[Saved entries]
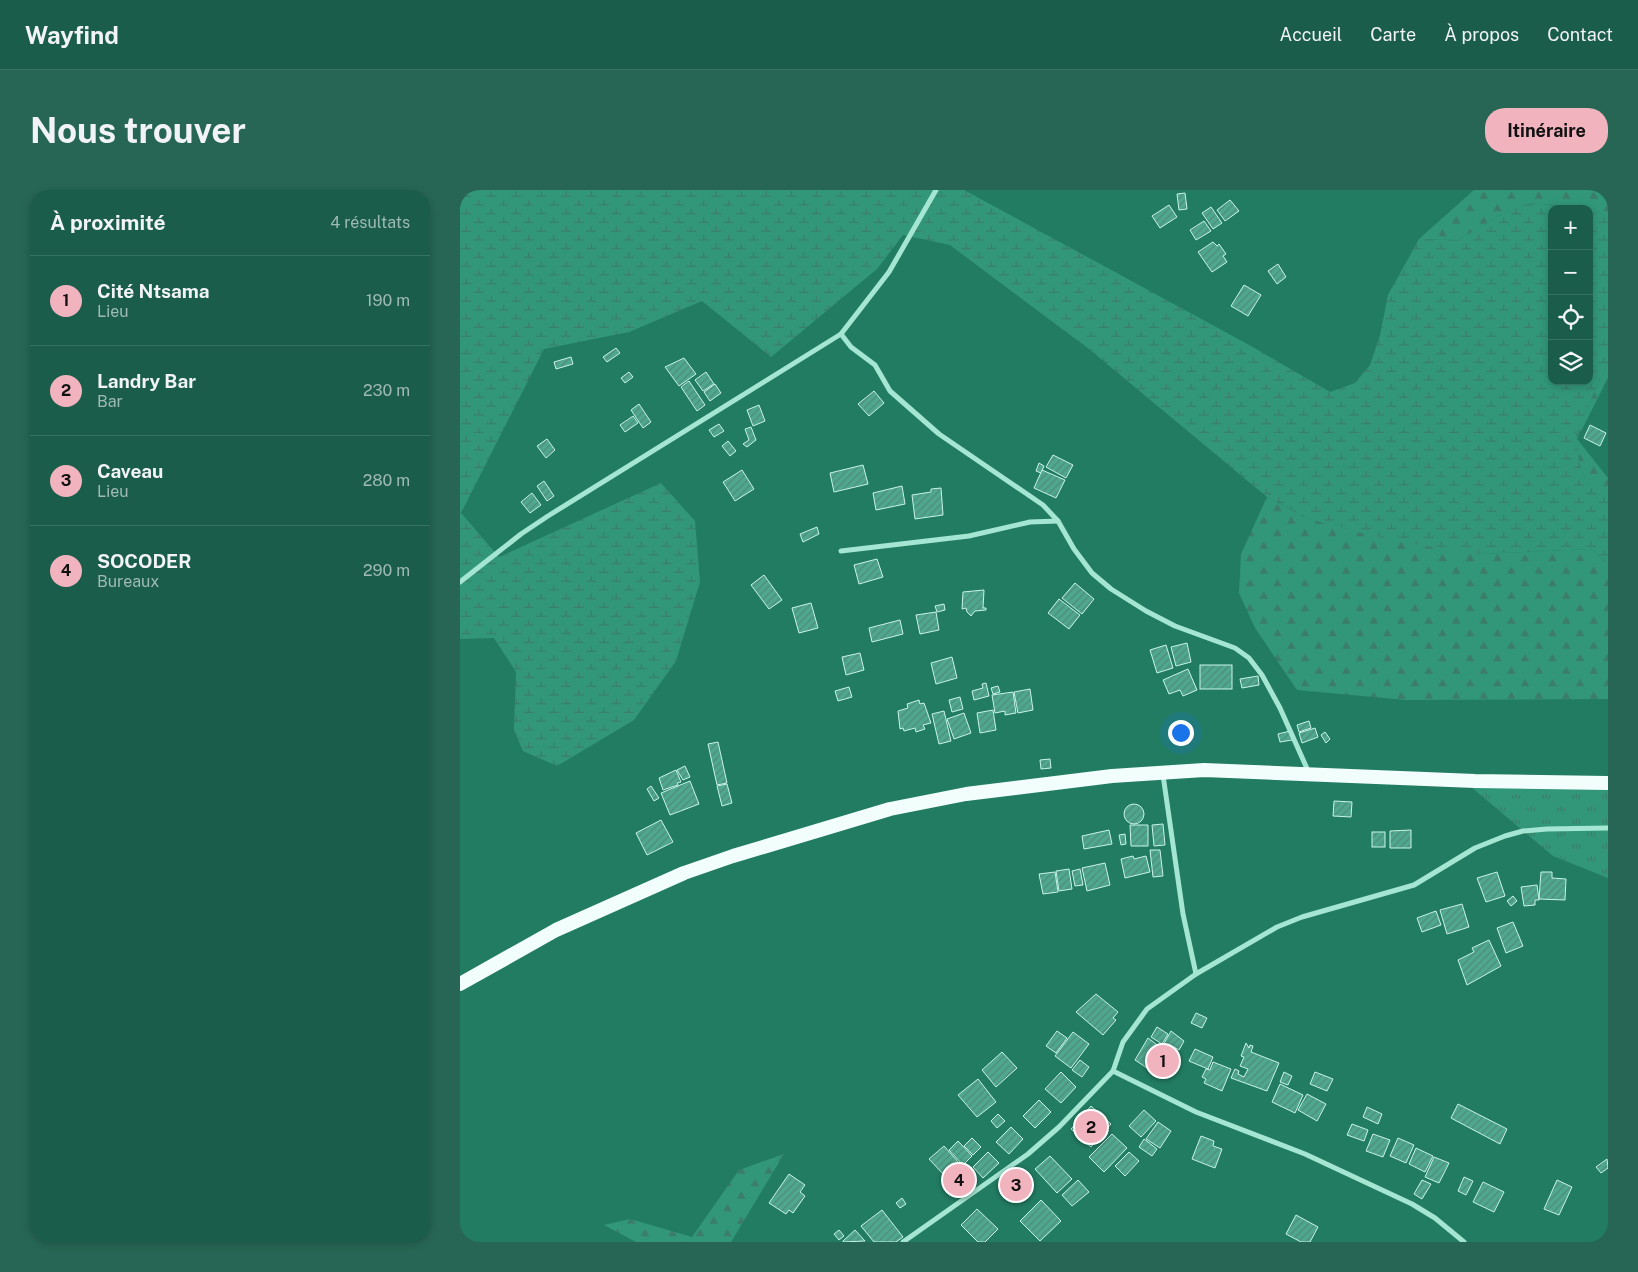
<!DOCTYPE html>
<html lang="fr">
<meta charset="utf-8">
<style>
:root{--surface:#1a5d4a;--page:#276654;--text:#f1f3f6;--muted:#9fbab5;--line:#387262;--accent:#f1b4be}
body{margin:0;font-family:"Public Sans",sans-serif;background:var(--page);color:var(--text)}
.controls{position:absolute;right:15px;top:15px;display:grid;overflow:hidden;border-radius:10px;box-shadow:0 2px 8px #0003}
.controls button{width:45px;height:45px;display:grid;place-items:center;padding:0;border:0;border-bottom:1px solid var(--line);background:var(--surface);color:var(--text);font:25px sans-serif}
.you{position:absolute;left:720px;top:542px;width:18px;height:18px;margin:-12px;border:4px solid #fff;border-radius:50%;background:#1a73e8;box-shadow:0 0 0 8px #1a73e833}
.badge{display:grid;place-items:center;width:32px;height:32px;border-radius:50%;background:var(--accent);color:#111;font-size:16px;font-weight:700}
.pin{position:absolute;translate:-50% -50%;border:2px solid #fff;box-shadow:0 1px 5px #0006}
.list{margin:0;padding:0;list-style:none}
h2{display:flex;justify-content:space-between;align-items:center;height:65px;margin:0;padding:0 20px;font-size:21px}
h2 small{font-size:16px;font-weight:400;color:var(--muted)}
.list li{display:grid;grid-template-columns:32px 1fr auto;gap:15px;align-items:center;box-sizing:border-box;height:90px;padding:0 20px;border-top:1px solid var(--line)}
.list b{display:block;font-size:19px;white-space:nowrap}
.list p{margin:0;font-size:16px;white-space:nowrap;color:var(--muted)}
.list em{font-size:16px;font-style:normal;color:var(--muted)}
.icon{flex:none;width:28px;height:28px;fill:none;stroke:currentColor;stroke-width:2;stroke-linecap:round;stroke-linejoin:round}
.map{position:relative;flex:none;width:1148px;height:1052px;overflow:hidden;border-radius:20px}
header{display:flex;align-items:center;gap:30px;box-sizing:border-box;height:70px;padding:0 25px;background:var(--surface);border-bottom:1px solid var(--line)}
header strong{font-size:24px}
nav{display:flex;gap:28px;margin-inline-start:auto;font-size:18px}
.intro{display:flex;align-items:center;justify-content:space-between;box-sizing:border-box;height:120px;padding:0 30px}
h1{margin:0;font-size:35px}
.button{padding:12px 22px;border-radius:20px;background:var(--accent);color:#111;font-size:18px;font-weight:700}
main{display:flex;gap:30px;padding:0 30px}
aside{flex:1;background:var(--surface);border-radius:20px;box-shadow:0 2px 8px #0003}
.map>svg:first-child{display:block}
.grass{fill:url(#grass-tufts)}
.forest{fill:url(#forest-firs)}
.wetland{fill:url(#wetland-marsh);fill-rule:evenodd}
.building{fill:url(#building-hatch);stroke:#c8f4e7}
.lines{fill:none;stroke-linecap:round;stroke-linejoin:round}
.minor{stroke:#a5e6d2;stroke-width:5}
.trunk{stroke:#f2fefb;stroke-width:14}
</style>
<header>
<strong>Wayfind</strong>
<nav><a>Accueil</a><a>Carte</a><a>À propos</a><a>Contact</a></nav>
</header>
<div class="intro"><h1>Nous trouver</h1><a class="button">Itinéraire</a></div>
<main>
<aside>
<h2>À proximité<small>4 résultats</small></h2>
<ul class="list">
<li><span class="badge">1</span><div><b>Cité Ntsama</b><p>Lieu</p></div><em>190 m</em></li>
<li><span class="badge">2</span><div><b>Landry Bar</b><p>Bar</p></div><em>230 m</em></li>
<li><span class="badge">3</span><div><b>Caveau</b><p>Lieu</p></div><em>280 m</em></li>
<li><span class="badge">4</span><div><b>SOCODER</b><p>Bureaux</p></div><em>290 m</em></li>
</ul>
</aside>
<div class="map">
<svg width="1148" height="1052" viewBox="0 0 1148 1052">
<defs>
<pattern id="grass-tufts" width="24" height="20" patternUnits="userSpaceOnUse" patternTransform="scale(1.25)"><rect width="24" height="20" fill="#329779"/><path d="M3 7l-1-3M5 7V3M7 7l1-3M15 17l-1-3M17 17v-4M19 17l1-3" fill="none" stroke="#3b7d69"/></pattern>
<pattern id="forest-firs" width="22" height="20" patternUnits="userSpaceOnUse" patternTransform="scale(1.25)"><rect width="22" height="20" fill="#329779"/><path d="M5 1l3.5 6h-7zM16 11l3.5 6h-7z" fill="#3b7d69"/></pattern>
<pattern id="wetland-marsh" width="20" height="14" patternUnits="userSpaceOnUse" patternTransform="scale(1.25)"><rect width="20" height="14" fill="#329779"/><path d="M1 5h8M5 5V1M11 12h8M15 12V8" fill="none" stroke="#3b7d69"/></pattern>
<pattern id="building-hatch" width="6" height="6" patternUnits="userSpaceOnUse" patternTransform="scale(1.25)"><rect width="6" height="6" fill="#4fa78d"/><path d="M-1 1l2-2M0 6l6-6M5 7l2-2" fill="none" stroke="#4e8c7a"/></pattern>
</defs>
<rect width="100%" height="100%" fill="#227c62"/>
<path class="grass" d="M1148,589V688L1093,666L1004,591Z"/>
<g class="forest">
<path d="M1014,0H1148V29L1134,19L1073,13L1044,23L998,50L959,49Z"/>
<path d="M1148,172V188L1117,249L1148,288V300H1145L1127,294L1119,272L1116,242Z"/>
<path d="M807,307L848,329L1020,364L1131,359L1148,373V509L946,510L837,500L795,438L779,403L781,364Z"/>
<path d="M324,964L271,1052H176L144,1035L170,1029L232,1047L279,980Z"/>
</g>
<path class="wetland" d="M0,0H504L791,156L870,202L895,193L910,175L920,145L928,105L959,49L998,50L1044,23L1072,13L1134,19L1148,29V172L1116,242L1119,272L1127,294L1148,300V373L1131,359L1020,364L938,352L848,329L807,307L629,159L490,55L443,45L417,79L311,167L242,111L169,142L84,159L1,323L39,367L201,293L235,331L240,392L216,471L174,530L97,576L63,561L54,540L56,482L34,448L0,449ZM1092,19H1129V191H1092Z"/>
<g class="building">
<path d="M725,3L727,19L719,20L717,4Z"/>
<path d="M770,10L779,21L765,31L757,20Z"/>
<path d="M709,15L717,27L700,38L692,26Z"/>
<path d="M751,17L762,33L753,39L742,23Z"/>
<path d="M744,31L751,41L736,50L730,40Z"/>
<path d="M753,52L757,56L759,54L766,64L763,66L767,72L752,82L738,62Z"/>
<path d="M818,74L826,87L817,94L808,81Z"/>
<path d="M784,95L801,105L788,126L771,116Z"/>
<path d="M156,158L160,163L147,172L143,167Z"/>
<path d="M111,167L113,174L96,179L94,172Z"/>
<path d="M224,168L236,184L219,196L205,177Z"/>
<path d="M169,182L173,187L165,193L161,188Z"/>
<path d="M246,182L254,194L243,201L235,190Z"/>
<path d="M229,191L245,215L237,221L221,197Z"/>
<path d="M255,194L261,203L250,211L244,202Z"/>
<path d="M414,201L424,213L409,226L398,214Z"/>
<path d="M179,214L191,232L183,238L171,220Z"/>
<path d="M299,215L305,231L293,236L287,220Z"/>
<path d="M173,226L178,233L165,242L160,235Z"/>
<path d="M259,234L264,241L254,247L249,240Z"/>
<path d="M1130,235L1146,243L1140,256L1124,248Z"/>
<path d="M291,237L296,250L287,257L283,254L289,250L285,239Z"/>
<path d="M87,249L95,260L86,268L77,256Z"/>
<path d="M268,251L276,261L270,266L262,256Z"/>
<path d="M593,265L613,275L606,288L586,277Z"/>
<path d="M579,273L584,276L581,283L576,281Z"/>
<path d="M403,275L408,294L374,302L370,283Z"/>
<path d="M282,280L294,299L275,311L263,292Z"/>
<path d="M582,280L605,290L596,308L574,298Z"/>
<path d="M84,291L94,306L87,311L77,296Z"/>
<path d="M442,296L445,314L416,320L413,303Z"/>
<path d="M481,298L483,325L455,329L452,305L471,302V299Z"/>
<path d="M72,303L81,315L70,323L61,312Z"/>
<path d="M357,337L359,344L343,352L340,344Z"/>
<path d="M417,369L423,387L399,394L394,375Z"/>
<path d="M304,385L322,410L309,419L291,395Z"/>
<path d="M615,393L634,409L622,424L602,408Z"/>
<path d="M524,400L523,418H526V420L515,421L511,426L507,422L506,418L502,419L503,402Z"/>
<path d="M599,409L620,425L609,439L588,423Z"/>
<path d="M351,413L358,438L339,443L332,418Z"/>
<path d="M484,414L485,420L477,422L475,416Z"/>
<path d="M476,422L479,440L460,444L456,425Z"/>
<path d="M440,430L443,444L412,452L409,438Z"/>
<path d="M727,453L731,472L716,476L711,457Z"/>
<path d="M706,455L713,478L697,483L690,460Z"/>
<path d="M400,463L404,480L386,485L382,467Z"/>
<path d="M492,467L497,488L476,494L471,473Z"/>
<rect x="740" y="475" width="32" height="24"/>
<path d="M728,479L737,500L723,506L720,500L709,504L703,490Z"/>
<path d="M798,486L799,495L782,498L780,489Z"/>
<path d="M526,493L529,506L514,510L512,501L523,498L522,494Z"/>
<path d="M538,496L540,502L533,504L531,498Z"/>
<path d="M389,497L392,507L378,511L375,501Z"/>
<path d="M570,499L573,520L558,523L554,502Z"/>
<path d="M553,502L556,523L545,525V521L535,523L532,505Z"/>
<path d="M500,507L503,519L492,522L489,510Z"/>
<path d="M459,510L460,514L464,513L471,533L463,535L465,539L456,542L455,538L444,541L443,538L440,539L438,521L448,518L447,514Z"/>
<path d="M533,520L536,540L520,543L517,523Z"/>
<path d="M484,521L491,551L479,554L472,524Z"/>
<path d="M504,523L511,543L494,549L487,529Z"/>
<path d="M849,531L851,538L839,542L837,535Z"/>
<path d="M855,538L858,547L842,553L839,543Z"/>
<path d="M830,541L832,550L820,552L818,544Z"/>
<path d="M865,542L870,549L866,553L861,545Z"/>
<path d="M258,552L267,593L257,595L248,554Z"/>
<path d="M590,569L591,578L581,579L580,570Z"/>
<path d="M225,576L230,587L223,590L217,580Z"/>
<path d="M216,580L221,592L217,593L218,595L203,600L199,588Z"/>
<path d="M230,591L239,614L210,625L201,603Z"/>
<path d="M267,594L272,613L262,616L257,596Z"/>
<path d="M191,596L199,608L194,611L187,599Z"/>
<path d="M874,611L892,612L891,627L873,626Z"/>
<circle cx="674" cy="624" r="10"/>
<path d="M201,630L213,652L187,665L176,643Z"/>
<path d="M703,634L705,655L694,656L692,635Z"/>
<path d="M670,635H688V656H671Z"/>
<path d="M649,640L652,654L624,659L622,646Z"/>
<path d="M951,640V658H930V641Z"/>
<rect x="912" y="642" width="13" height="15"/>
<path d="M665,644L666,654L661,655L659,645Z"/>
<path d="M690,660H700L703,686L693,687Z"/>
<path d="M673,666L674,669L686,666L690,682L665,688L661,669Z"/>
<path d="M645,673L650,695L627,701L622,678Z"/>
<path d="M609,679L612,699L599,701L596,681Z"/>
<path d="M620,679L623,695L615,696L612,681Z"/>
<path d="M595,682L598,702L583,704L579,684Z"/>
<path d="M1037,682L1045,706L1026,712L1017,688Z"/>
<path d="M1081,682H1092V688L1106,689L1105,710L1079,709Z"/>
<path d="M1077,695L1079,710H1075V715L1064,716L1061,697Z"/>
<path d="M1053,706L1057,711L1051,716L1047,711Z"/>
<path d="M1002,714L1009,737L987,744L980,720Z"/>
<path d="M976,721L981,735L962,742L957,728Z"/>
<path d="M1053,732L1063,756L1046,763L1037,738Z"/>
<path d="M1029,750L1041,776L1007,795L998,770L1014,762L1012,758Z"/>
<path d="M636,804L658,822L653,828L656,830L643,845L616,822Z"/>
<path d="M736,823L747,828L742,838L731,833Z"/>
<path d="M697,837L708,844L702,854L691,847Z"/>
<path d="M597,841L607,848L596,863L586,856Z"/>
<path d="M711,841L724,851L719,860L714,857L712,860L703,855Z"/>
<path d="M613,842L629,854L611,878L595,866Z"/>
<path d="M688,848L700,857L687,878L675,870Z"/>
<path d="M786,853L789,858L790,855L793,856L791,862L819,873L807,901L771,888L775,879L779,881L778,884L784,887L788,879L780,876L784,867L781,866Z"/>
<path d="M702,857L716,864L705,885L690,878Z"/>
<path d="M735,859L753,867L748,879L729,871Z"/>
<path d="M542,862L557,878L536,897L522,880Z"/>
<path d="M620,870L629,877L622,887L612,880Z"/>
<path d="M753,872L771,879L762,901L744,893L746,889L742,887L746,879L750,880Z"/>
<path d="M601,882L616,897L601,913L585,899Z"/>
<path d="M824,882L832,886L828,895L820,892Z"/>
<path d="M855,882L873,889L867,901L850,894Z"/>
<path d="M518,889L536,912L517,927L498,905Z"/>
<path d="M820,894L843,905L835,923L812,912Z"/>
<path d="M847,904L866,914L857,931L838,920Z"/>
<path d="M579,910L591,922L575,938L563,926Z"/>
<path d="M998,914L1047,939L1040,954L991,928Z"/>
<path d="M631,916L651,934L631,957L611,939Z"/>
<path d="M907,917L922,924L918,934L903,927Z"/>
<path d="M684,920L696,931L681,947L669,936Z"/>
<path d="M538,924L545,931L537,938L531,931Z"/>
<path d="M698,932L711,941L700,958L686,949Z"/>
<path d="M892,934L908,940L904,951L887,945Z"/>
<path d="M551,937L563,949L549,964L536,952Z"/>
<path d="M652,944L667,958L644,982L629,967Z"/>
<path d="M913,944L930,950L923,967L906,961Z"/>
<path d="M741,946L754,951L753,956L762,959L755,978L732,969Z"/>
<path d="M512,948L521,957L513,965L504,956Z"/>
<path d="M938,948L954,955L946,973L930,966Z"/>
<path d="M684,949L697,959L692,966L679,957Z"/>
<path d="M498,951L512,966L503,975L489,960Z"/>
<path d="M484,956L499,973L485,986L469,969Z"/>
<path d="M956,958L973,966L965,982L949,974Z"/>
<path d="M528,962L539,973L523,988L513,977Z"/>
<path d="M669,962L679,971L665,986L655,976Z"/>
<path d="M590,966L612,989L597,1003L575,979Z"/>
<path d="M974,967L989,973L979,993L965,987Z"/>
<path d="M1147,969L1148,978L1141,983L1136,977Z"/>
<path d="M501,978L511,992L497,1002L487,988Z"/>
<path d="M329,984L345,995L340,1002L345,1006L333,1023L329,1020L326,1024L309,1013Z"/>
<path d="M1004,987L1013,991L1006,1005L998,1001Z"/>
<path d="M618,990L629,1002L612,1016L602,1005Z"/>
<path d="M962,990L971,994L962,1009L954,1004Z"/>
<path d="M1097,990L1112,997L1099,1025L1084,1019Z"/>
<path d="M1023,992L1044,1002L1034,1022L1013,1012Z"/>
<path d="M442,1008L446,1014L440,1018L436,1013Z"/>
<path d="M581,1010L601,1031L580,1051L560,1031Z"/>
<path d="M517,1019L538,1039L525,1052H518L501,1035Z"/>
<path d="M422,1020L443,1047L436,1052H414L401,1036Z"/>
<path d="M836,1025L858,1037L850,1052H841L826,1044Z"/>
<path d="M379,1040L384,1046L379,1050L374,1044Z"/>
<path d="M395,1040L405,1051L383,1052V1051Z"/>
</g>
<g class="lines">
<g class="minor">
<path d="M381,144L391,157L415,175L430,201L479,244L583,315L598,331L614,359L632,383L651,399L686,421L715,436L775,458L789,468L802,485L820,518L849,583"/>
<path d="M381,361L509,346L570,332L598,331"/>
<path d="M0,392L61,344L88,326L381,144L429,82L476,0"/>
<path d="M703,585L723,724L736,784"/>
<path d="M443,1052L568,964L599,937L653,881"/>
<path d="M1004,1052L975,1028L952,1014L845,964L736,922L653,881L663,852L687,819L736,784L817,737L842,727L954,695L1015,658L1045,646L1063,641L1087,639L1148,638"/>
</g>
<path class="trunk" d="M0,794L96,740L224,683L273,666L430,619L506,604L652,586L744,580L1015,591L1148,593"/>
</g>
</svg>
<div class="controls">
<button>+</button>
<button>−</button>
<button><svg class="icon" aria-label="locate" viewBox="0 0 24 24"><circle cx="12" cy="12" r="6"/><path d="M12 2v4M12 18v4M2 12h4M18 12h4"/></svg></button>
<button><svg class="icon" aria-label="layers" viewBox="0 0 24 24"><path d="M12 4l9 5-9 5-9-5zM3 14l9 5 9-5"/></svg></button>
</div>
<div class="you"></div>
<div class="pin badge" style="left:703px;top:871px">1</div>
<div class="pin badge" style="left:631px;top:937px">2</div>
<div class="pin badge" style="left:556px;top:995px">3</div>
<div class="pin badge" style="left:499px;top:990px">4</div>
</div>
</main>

The task
Without the pictures, write out the lines from the beginning of the entries through the line with "solid #fff;border-radius:50%;background:#1a73e8;box-shadow:0 0".

Reply to the task
<!DOCTYPE html>
<html lang="fr">
<meta charset="utf-8">
<style>
:root{--surface:#1a5d4a;--page:#276654;--text:#f1f3f6;--muted:#9fbab5;--line:#387262;--accent:#f1b4be}
body{margin:0;font-family:"Public Sans",sans-serif;background:var(--page);color:var(--text)}
.controls{position:absolute;right:15px;top:15px;display:grid;overflow:hidden;border-radius:10px;box-shadow:0 2px 8px #0003}
.controls button{width:45px;height:45px;display:grid;place-items:center;padding:0;border:0;border-bottom:1px solid var(--line);background:var(--surface);color:var(--text);font:25px sans-serif}
.you{position:absolute;left:720px;top:542px;width:18px;height:18px;margin:-12px;border:4px solid #fff;border-radius:50%;background:#1a73e8;box-shadow:0 0 0 8px #1a73e833}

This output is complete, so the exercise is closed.